**How to complete this task**. For the material that follows, state the number of lines where "order" occurs, and add nothing.

************

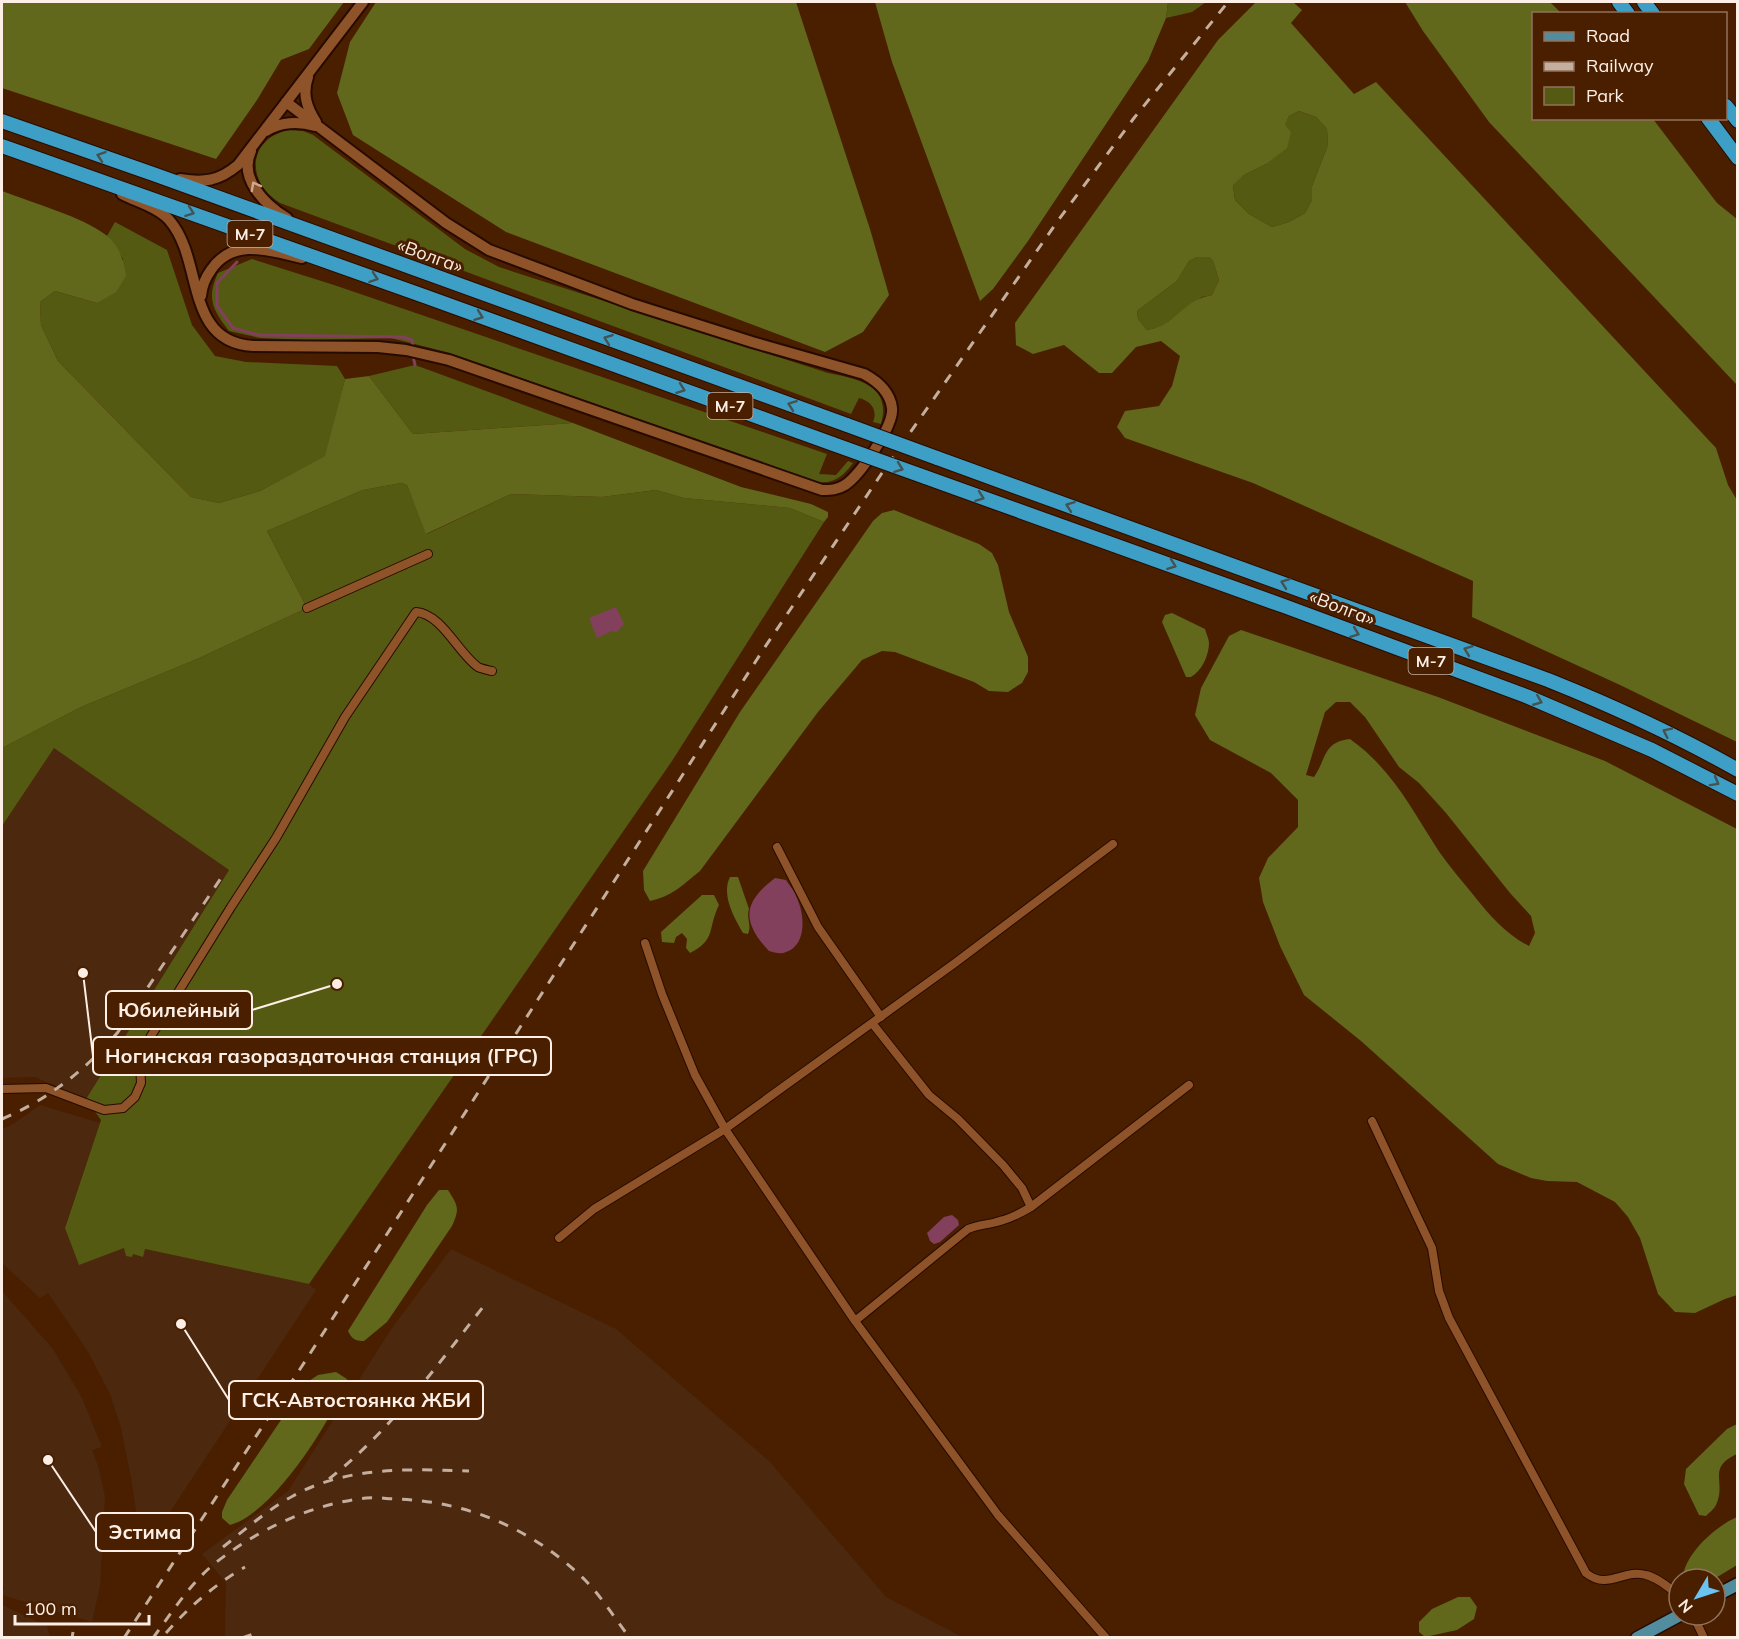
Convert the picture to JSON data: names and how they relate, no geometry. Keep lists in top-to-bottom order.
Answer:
{
  "streets": {
    "highway": ["М-7", "«Волга»"]
  },
  "crossings": [
    ["М-7", "«Волга»"]
  ],
  "places": [
    "Ногинская газораздаточная станция (ГРС)",
    "Юбилейный",
    "ГСК-Автостоянка ЖБИ",
    "Эстима"
  ],
  "legend": ["Road", "Railway", "Park"],
  "scale_bar": "100 m",
  "north": "bottom left"
}
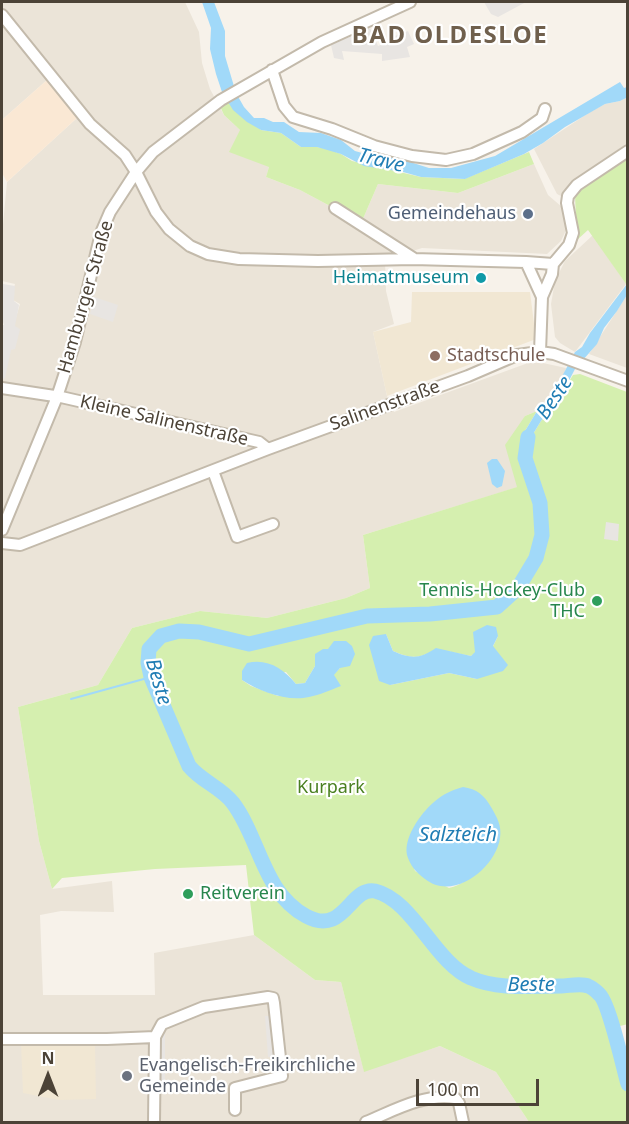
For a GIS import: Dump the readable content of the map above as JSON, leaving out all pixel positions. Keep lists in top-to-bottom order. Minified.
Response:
{"streets":{"street":["Hamburger Straße","Salinenstraße","Kleine Salinenstraße"]},"crossings":[["Hamburger Straße","Kleine Salinenstraße"],["Salinenstraße","Kleine Salinenstraße"]],"districts":["BAD OLDESLOE"],"water":["Trave","Beste","Salzteich"],"parks":["Kurpark"],"places":["Gemeindehaus","Heimatmuseum","Stadtschule","Tennis-Hockey-Club THC","Reitverein","Evangelisch-Freikirchliche Gemeinde"],"scale_bar":"100 m","north":"top"}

************

**Answer space**. 2